Available data >>
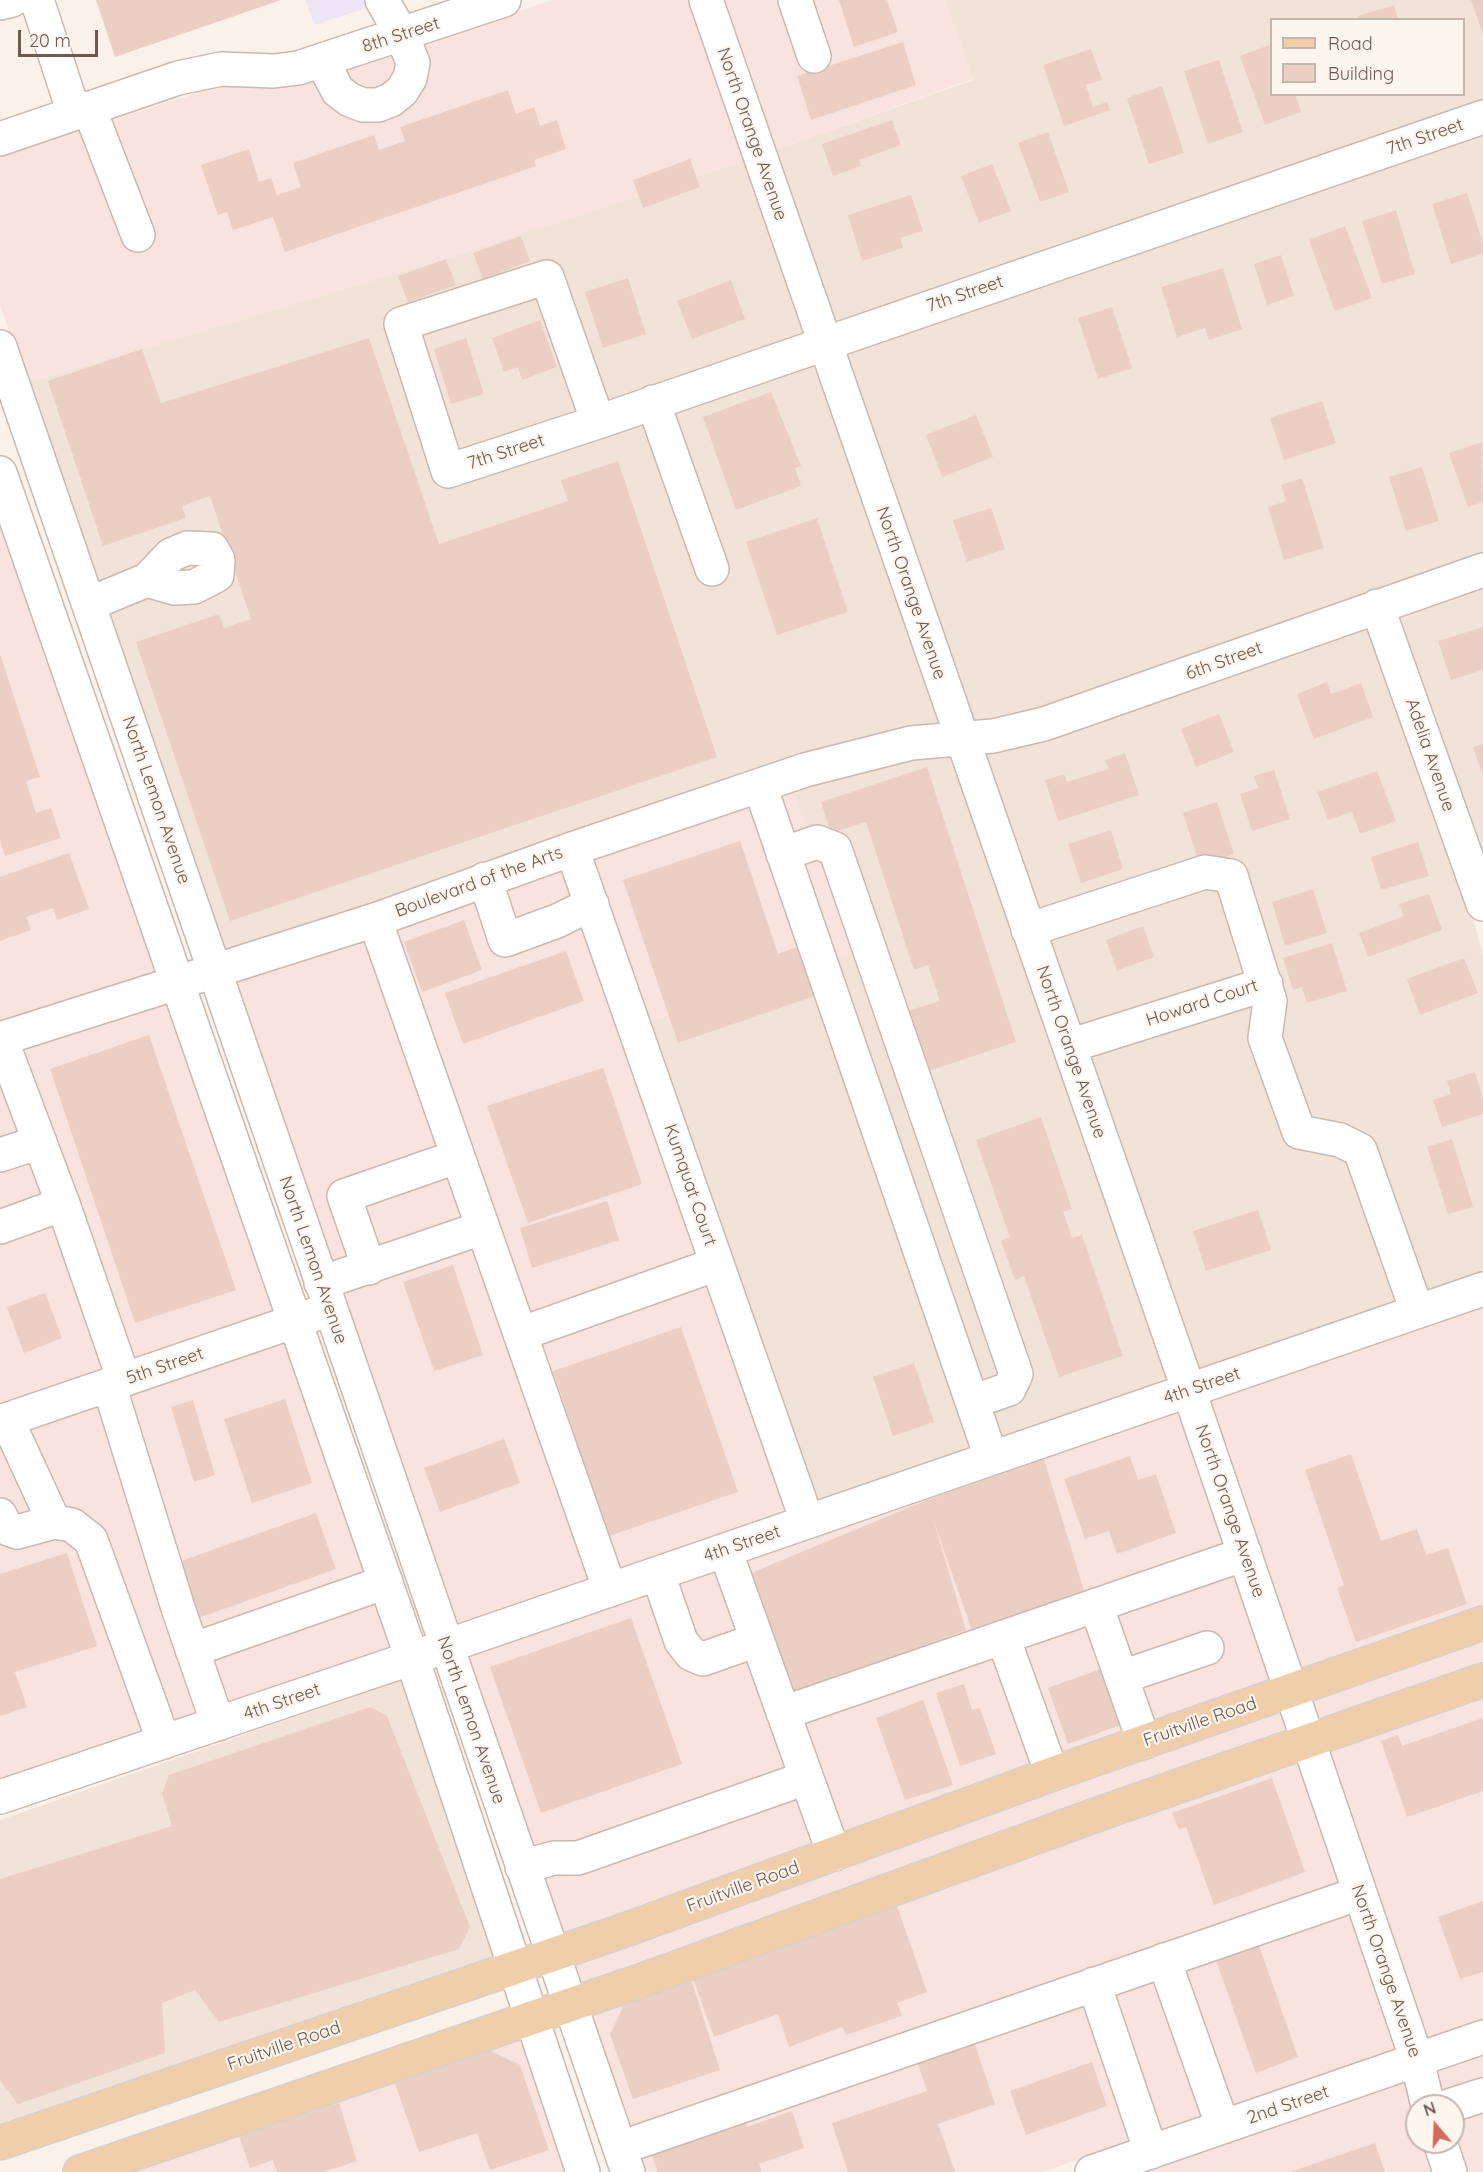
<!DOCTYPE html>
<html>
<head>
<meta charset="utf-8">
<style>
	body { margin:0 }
	#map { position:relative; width:1483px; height:2172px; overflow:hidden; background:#faf1e9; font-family:Quicksand,sans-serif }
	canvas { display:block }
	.legend { position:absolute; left:1270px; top:18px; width:195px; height:78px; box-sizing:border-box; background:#fdf6ef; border:2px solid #c5b7af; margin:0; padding:8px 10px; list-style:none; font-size:18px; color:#71584f }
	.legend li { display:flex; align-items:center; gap:12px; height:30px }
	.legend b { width:30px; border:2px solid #c5b7af }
	.north { position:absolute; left:1405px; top:2094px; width:60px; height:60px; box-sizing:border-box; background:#fdf6ef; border:2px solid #c5b7af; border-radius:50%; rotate:341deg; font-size:16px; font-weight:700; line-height:24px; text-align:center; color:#71584f }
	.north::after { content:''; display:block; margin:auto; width:21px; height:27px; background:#d46a5d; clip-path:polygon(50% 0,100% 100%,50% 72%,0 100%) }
	.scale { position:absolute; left:18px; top:30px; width:80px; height:27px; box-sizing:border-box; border:3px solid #71584f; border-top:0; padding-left:8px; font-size:18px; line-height:21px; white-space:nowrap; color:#71584f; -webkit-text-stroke:4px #fdf6ef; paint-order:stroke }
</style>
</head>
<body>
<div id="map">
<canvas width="1483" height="2172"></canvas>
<ul class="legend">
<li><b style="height:8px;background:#f0cea9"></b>Road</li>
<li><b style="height:16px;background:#eccfc4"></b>Building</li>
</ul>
<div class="north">N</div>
<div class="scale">20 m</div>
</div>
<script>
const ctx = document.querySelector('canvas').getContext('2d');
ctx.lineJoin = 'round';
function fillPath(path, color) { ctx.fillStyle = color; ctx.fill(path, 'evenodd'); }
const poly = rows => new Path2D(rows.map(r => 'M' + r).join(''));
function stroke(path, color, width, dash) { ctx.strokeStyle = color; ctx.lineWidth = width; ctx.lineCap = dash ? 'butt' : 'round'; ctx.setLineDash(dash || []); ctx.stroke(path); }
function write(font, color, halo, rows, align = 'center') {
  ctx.font = font + ' Quicksand,sans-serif'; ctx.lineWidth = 4.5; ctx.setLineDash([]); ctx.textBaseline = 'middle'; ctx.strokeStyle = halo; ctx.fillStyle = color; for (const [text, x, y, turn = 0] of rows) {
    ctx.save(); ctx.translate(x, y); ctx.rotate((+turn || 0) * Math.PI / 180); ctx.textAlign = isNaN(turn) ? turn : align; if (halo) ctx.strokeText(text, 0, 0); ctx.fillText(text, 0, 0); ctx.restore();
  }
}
const residential = poly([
	[945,0,1483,0,1483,101,832,323,772,151,973,80],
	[1272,20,1464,20,1464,94,1272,94],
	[1483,133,1483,554,1039,710,970,723,842,353],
	[746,160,806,332,430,460,439,489,816,362,942,725,888,732,781,762,370,905,222,952,27,383,451,257],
	[1483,587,1483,862,1396,616],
	[1370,625,1471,911,1483,954,1483,1272,1197,1372,1088,1056,1284,995,1244,872,1036,911,980,753],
	[952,756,1171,1381,815,1502,648,1022,854,952,792,791,914,759],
	[1207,888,1221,890,1248,973,1077,1027,1047,940],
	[404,1679,497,1957,0,2127,0,1820]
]);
const commercial = poly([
	[553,0,691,0,746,160,451,257,27,383,0,305,0,156,282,66,290,87],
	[720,0,945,0,973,79,772,151],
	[0,515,160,972,0,1023],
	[792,791,855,952,648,1022,591,859],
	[565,868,789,1511,618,1571,393,930],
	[367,939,592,1580,453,1628,233,981],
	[170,1001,277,1311,0,1406,0,1056],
	[1483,1305,1483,1607,1299,1670,1207,1401],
	[287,1341,394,1648,0,1782,0,1439],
	[1181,1410,1273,1679,560,1936,464,1657,927,1500,996,1472],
	[1483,1640,1483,1663,1316,1720,1309,1700],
	[1483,1696,1483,2020,1425,2041,1326,1750],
	[1283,1709,1290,1729,577,1986,570,1965],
	[1300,1759,1398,2050,1042,2172,643,2172,588,2016],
	[523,2038,568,2172,128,2172],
	[1483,2053,1483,2172,1465,2172,1453,2137,1453,2106,1443,2106,1434,2070],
	[1407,2079,1417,2117,1417,2142,1425,2142,1435,2172,1141,2172]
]);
const education = poly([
	[306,0,391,0,314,25]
]);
const building = poly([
	[96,0,281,0,115,57],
	[839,0,887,0,898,32,854,47],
	[1471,0,1483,0,1483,34],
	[1394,5,1398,20,1359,20,1358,16],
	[903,42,916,85,811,120,797,76],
	[1272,44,1272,94,1295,94,1301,112,1265,125,1240,56],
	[1091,49,1102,80,1086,85,1093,107,1107,102,1110,110,1064,126,1043,65],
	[1219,60,1243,132,1208,144,1184,71],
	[1162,86,1184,153,1149,164,1127,98],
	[508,90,516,114,534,107,540,126,557,120,566,149,534,160,536,166,285,252,273,217,233,230,227,212,218,215,201,165,249,149,259,182,271,178,277,195,301,187,293,163,374,135,379,150,405,141,400,127],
	[892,120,901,145,859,160,861,166,833,176,822,144],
	[1048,132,1069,192,1040,202,1018,143],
	[690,159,700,187,643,208,633,180],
	[992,164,1011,211,979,223,961,176],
	[1467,193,1483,243,1483,254,1451,264,1432,204],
	[911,195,923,231,900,238,903,248,862,261,848,215],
	[1396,210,1415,274,1382,284,1362,221],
	[1345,226,1372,298,1335,311,1309,240],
	[521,236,530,261,483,279,473,253],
	[1281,255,1294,296,1267,305,1254,264],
	[446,259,456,285,408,302,398,276],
	[1223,268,1242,329,1209,340,1205,328,1177,337,1161,287],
	[628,278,646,334,603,348,585,292],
	[731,280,745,319,692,339,677,301],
	[1112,307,1132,368,1098,379,1078,318],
	[540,320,557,367,522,380,518,367,504,372,492,338],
	[369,338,439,544,568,501,561,480,618,461,717,757,230,921,136,642,219,614,224,628,251,619,210,496,182,506,186,518,103,546,48,381,142,349,161,403],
	[466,338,484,394,451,404,434,349],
	[771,392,801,466,795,468,801,486,736,510,703,417],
	[1322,401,1336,443,1284,460,1270,418],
	[976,415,993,457,942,477,926,435],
	[1482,442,1483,502,1468,507,1449,453],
	[1422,467,1439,521,1406,531,1389,477],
	[1302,478,1324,548,1284,560,1268,507,1286,501,1281,485],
	[991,508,1005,549,967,562,953,520],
	[817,518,848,612,777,635,746,542],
	[1483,627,1483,670,1451,680,1438,641],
	[0,654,40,777,26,781,36,813,51,808,61,838,5,856,0,840],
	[1327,682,1331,694,1361,683,1373,717,1314,739,1297,694],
	[1219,714,1234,752,1196,767,1181,729],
	[1483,744,1483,776,1473,747],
	[1125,753,1139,795,1058,821,1045,780,1064,774,1067,782,1109,769,1105,760],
	[927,767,1016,1042,923,1073,904,1012,940,1001,928,965,914,970,866,822,831,833,821,802],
	[1274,770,1290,819,1252,831,1240,794,1258,788,1254,776],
	[1377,771,1396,821,1360,834,1352,812,1328,820,1317,792],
	[1217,802,1234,854,1200,866,1183,813],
	[1111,830,1123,869,1081,883,1068,844],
	[740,841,778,954,800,946,818,995,678,1043,623,880],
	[1418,842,1429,876,1381,890,1371,857],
	[69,853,89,909,57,920,53,908,26,917,31,930,0,941,0,877],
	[1313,889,1327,933,1285,946,1272,902],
	[1429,894,1442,930,1368,957,1359,933,1404,916,1399,904],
	[464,920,482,970,422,992,404,942],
	[1143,926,1154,957,1117,971,1106,940],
	[1332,943,1347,991,1307,1003,1302,987,1293,990,1283,958],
	[566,951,584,1001,463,1044,445,993],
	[1464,958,1478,993,1420,1015,1407,979],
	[149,1035,236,1290,135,1323,50,1069],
	[603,1068,642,1184,528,1223,487,1106],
	[1475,1072,1483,1099,1483,1114,1442,1127,1433,1100,1451,1094,1447,1081],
	[1041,1117,1072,1209,1063,1212,1072,1238,1082,1235,1123,1356,1059,1377,1024,1276,1015,1280,1001,1241,1010,1238,976,1140],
	[1452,1139,1473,1207,1448,1214,1427,1147],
	[607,1201,619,1240,532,1268,520,1228],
	[1258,1210,1271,1250,1206,1271,1193,1231],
	[453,1265,483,1355,434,1371,403,1282],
	[45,1293,62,1338,24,1353,7,1307],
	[681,1327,738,1492,609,1536,553,1371],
	[914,1363,934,1422,893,1436,873,1377],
	[285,1399,312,1483,252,1503,224,1419],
	[193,1400,215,1475,194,1482,171,1407],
	[504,1439,520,1483,440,1512,424,1468],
	[1351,1454,1381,1541,1417,1529,1426,1555,1448,1548,1467,1604,1356,1642,1337,1588,1344,1585,1305,1470],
	[1130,1456,1138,1480,1156,1474,1176,1533,1117,1554,1109,1531,1085,1539,1064,1479],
	[1044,1459,1085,1594,972,1631,933,1519,966,1630,790,1695,746,1575,927,1500],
	[316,1513,336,1569,193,1620,173,1564],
	[67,1553,97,1646,15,1672,27,1707,0,1716,0,1574],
	[631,1618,682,1764,541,1813,490,1667],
	[1106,1667,1126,1723,1068,1744,1048,1688],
	[964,1684,972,1710,980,1708,996,1754,960,1766,936,1693],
	[923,1700,953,1785,905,1800,876,1718],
	[370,1707,387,1716,470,1927,459,1949,219,2022,195,1990,162,2003,165,2053,18,2104,0,2080,0,1879,172,1826,162,1794,169,1775],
	[1483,1718,1483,1791,1407,1817,1381,1741,1398,1735,1402,1746],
	[1272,1778,1305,1872,1214,1905,1186,1827,1179,1829,1172,1813],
	[1483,1901,1483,1972,1460,1979,1438,1917],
	[897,1906,927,1992,897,2003,902,2016,846,2035,842,2027,789,2047,778,2014,714,2037,693,1978],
	[1256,1937,1298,2057,1256,2073,1213,1952],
	[691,1979,720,2070,633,2099,610,2034,626,2001],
	[973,2039,995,2104,938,2124,955,2172,848,2172,832,2123,927,2091,916,2058],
	[487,2049,520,2065,549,2150,490,2170,477,2133,419,2152,394,2081],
	[1092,2062,1107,2106,1026,2135,1010,2091],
	[339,2103,357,2161,324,2172,277,2172,273,2160,250,2168,239,2136],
	[792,2111,804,2148,759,2164,762,2172,658,2172,650,2151,744,2119,747,2127],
	[1375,2143,1385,2172,1290,2172]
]);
const minor = poly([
	[35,0,39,6,74,113],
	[706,0,1189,1391,1417,2060,1428,2106],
	[795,0,814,56],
	[0,3,12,0],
	[322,61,338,91,350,100,363,105,378,105,391,100,402,91,410,78,413,63,402,35,382,0],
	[89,108,138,235],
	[0,139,178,78,221,69,274,71,298,68,504,0],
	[0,347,628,2172],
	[653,402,712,569],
	[598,422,547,277,401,324,448,471,598,422,1483,117],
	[0,473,412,1658,583,2172],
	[89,604,147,580,171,555,187,548,212,549,218,560,217,575,194,587,174,588,147,580],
	[1377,606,1483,904],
	[760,786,991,1457],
	[572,849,807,1521],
	[783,854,817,842,835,849,1016,1374,1009,1389,972,1402],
	[485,879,505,940,557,921,592,904],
	[375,920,610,1590],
	[1028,930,1205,872,1231,876,1270,1001,1265,1038,1299,1132,1340,1140,1360,1150,1417,1311],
	[0,1039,375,920,572,849,805,770,911,743,993,736,1044,724,1483,570],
	[1,1039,63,1204,124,1380],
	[1069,1046,1266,984],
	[0,1155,40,1142],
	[0,1227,63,1204],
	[369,1268,344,1196,439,1163],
	[321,1283,470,1232],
	[520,1334,717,1264],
	[109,1385,178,1608,218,1724],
	[7,1420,54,1522],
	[0,1422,316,1314],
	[0,1515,6,1528,17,1532,54,1522,72,1525,91,1540,164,1742],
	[725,1550,834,1854],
	[658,1574,681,1641,691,1654,703,1659,757,1640],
	[1096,1605,1144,1742],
	[1003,1637,1052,1774],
	[192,1650,386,1582],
	[1122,1677,1207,1648],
	[783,1713,1245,1554],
	[0,1797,412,1658,1483,1289],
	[522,1867,554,1858,578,1858,806,1778],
	[1164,1960,1223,2127],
	[1094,1984,1151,2152],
	[1449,2106,1483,2095],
	[1440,2142,1450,2172],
	[620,2148,1360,1893],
	[1092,2172,1483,2037]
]);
const major = poly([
	[0,2143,625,1930,1052,1774,1483,1623],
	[80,2172,643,1980,1107,1811,1483,1680]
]);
const streetNames = [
	["8th Street",401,35,-18],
	["North Orange Avenue",752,134,71],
	["7th Street",1425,137,-19],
	["7th Street",965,294,-19],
	["7th Street",506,452,-18],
	["North Orange Avenue",911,593,71],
	["6th Street",1224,661,-20],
	["Adelia Avenue",1430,755,71],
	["North Lemon Avenue",156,800,71],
	["Boulevard of the Arts",479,882,-20],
	["Howard Court",1202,1003,-18],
	["North Orange Avenue",1071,1052,71],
	["Kumquat Court",690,1185,71],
	["North Lemon Avenue",313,1260,71],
	["5th Street",165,1366,-19],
	["4th Street",1202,1386,-19],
	["North Orange Avenue",1230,1511,71],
	["4th Street",742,1544,-19],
	["4th Street",282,1702,-19],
	["North Lemon Avenue",471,1720,71],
	["Fruitville Road",1200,1722,-19],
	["Fruitville Road",743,1887,-20],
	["North Orange Avenue",1386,1971,71],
	["Fruitville Road",284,2046,-19],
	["2nd Street",1288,2105,-19]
];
fillPath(residential, '#f1e3d8');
fillPath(commercial, '#f9e3de');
fillPath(education, '#eee5f6');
fillPath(building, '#eccfc4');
stroke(minor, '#cbb9b0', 36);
stroke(major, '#d7d0ce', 36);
stroke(minor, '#fff', 33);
stroke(major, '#f0cea9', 33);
write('18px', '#71584f', '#fdf6ef', streetNames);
</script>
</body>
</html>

What is expected >> Gather from the data above every line with the string "turn".

Solution >>
  ctx.font = font + ' Quicksand,sans-serif'; ctx.lineWidth = 4.5; ctx.setLineDash([]); ctx.textBaseline = 'middle'; ctx.strokeStyle = halo; ctx.fillStyle = color; for (const [text, x, y, turn = 0] of rows) {
    ctx.save(); ctx.translate(x, y); ctx.rotate((+turn || 0) * Math.PI / 180); ctx.textAlign = isNaN(turn) ? turn : align; if (halo) ctx.strokeText(text, 0, 0); ctx.fillText(text, 0, 0); ctx.restore();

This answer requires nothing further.